Artificial intelligence technology is the basis of automatic driving, and algorithm, computing power and data are its three elements. This paper discusses the “computational power”. The level of computing power not only directly affects the driving speed, but also determines how much information redundancy is used to ensure driving safety. The computing power is most intuitively reflected in the hardware, and the automobile has special requirements for the controller of automatic driving.
In addition to the requirements for the cost, volume, weight and power consumption of general hardware, it is also required to provide sufficient computing power to ensure driving speed and information redundancy. Meet stringent vehicle regulations and standards, such as ultra wide temperature range, – 40 ℃ – 85 ℃. In general, FPGA is a technology suitable for automatic driving and high-speed computing.
The challenge in practice is the contradiction between various acceleration requirements and limited hardware resources. The sources of requirements include both deep learning forward speculation and rule-based algorithms. Hardware resource constraints include FPGA resource constraints and memory bandwidth constraints.

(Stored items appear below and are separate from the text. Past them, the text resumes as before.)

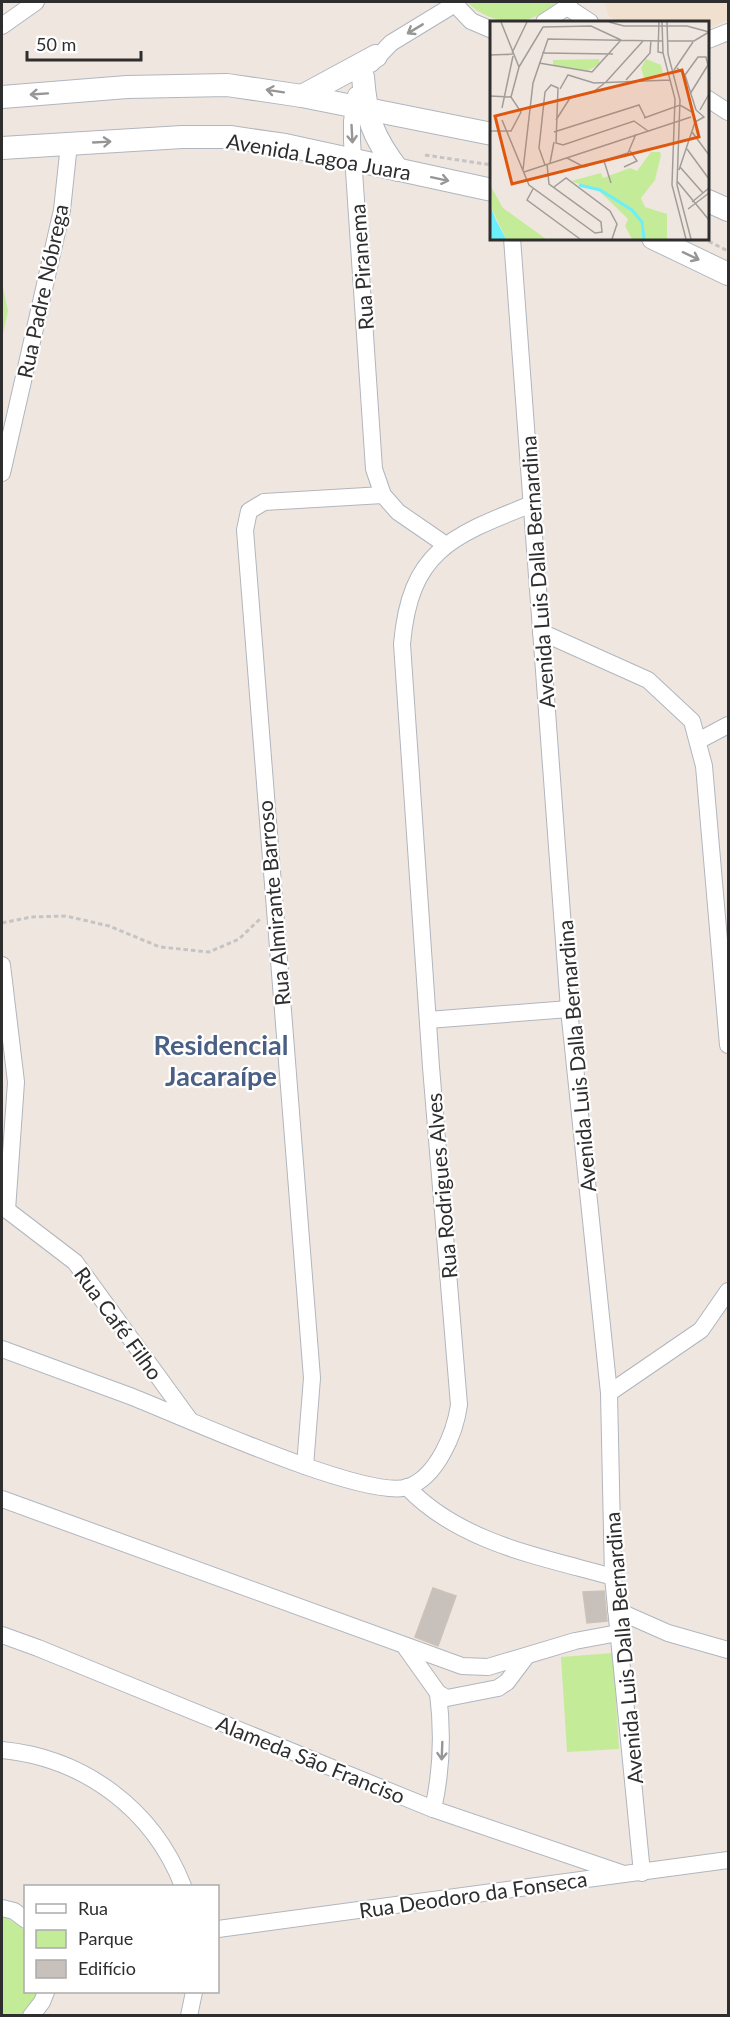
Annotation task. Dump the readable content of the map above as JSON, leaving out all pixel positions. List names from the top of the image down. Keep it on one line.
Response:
{"streets":{"main road":["Avenida Lagoa Juara"],"street":["Rua Piranema","Rua Padre Nóbrega","Avenida Luis Dalla Bernardina","Rua Almirante Barroso","Rua Rodrigues Alves","Rua Café Filho","Alameda São Franciso","Rua Deodoro da Fonseca"]},"crossings":[["Avenida Lagoa Juara","Rua Piranema"],["Avenida Lagoa Juara","Rua Padre Nóbrega"],["Rua Piranema","Rua Almirante Barroso"],["Rua Piranema","Rua Rodrigues Alves"],["Avenida Luis Dalla Bernardina","Rua Rodrigues Alves"],["Avenida Luis Dalla Bernardina","Rua Deodoro da Fonseca"],["Alameda São Franciso","Rua Deodoro da Fonseca"]],"districts":["Residencial Jacaraípe"],"legend":["Rua","Parque","Edifício"],"scale_bar":"50 m"}
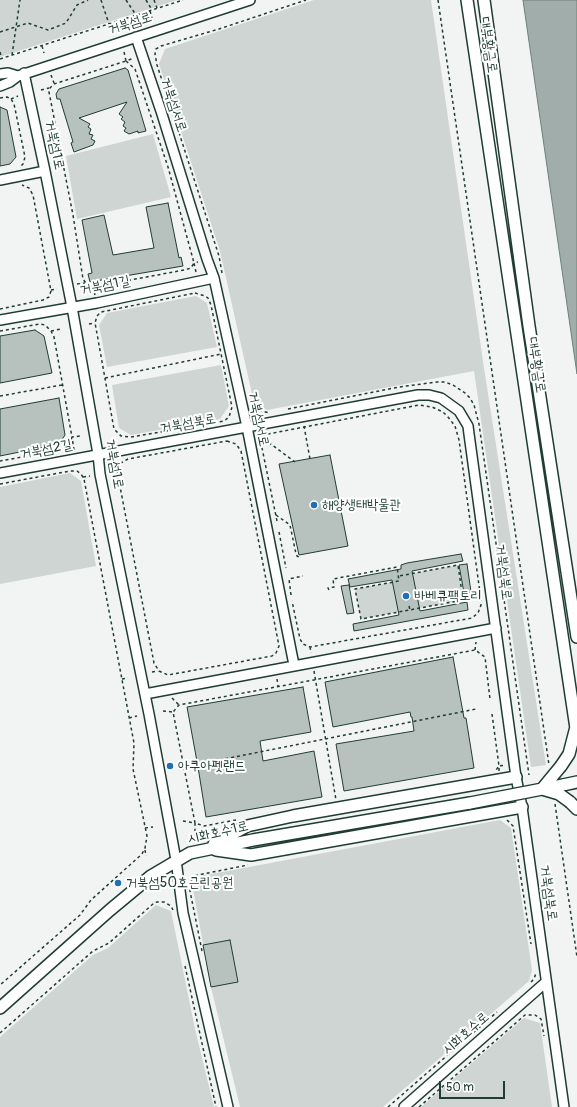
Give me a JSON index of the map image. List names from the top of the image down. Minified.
{"streets":{"main road":["대부황금로","시화호수1로"],"street":["거북섬로","거북섬서로","거북섬1로","거북섬1길","거북섬북로","거북섬2길","시화호수로"]},"crossings":[["거북섬로","거북섬서로"],["거북섬로","거북섬1로"],["거북섬서로","거북섬1길"],["거북섬서로","거북섬북로"],["거북섬1로","거북섬1길"],["거북섬1로","거북섬북로"],["거북섬1로","거북섬2길"],["거북섬1로","시화호수1로"],["거북섬북로","거북섬2길"],["거북섬북로","시화호수로"]],"places":["해양생태박물관","바베큐팩토리","아쿠아펫랜드","거북섬50호근린공원"],"scale_bar":"50 m"}
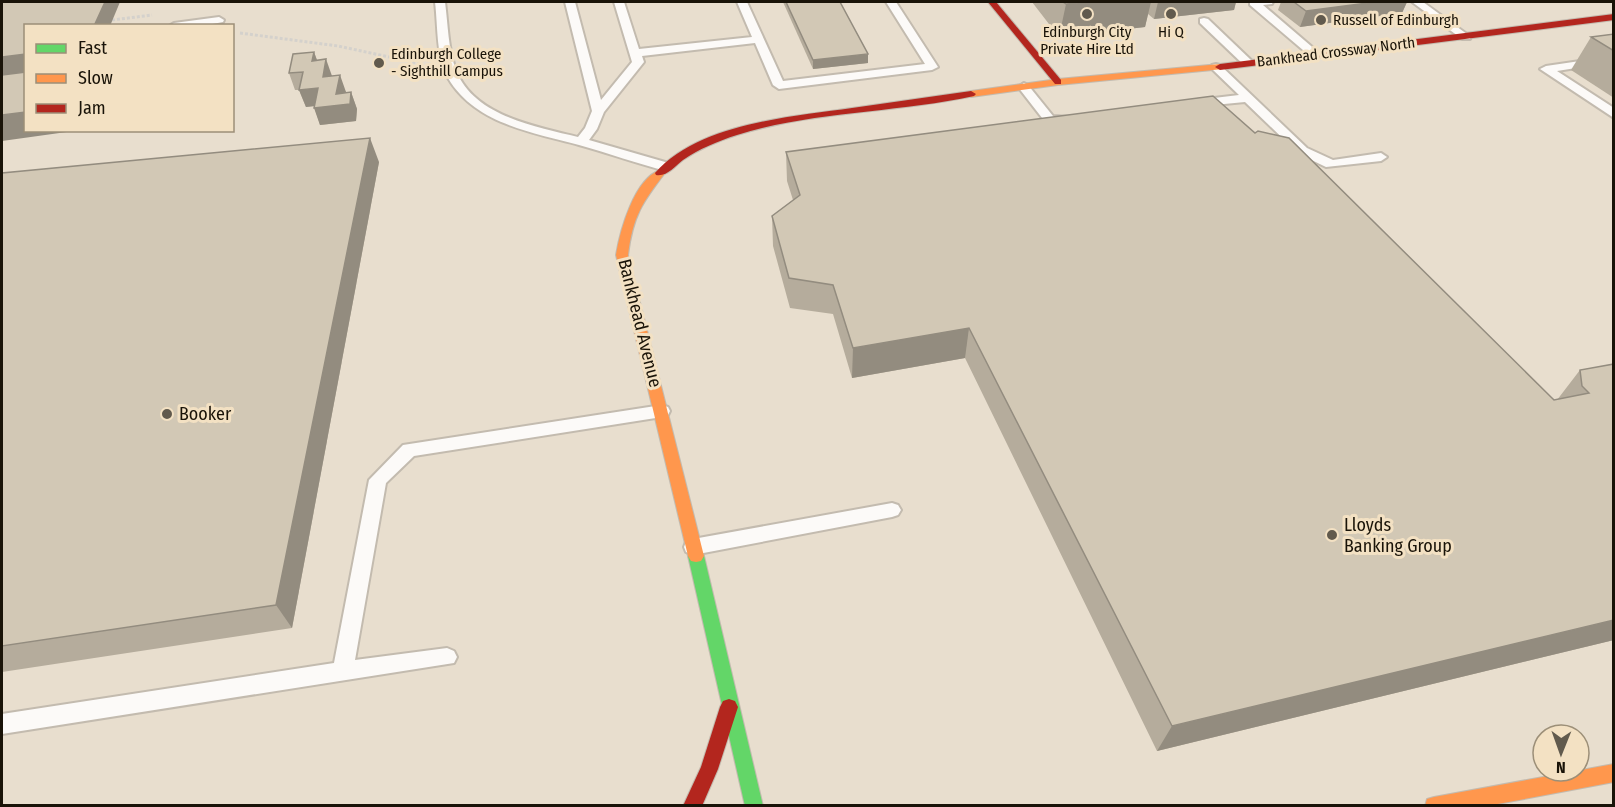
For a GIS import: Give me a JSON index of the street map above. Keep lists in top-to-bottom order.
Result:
{
  "streets": {
    "street": ["Bankhead Crossway North", "Bankhead Avenue"]
  },
  "crossings": [
    ["Bankhead Crossway North", "Bankhead Avenue"]
  ],
  "places": [
    "Edinburgh City Private Hire Ltd",
    "Hi Q",
    "Russell of Edinburgh",
    "Edinburgh College - Sighthill Campus",
    "Booker",
    "Lloyds Banking Group"
  ],
  "legend": ["Fast", "Slow", "Jam"],
  "north": "bottom"
}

The limitation of FPGA resources reflects: the peak computing power is limited: the limited FPGA resources limit the improvement of computing parallelism, which restricts the peak computing power. The types of operators supported are limited: limited FPGA resources can only accommodate a limited number of operators. Memory bandwidth limitation is reflected in: memory data transmission occupies a non negligible time in the total computing time. In extreme cases, the computing time does not decrease after increasing the parallelism of some operators. In order to meet these challenges, we have extracted some useful experience in practice and summarized it for everyone to share.
Algorithm engineers use floating-point number float32 to train the model, and the output model parameters are also floating-point. However, in the FPGA we use, there is no special floating-point computing unit. To realize floating-point computing, it is expensive and infeasible. Using int8 calculation to approximate floating-point calculation, that is, to realize quantitative calculation, which is the first problem to be solved.
The < > symbol represents rounding. The two < > linearly map the elements of matrices A and B to the interval [- 127, 127], where multiplication and addition are completed. The last multiplication restores the integer result to float32. Before quantization, 1000000 float32 multiplications need to be completed. After quantization to int8, 1000000 times of int8 multiplication and 30000 times of quantization and inverse quantization multiplication need to be completed.
Since the proportion of quantization and inverse quantization is very low, the benefit of quantization is equal to the benefit of int8 replacing float32 multiplication, which is very significant.
The advantage of this method is that each calculation can make full use of the characterization ability of int8 data (127 can always be used), there is no data saturation (all elements are linearly mapped), and ensure the highest accuracy of single calculation. The model can directly accept floating-point training and maintain the quasi call rate. Resnet50 measured 50000 pictures, and the accuracy of Top1 and top5 decreased by 1%. In multiple networks used by valet parking products, no decline in call availability was observed. The disadvantage is that there is truncation error in FPGA calculation. After multiple accumulation, the maximum average numerical calculation error can reach 10%. For some models whose training is not completely successful (the effect is better only on the limited evaluation set), the quasi call rate decreases significantly and the results are uncontrollable.
Known quantization scale: static quantization. If the above formula becomes offline statistics, the quantization scale is solidified into scalea and scaleb, indicating rounding and limited to [- 127, 127]. The advantage of this method is to save FPGA resources. It is convenient to adopt the training method consistent with quantitative speculation. The numerical error of speculation and training calculation is very small and the quasi call rate is controllable. The disadvantage is that a consistent quantitative method is required for model training. Otherwise, the calculation error is very large and unacceptable.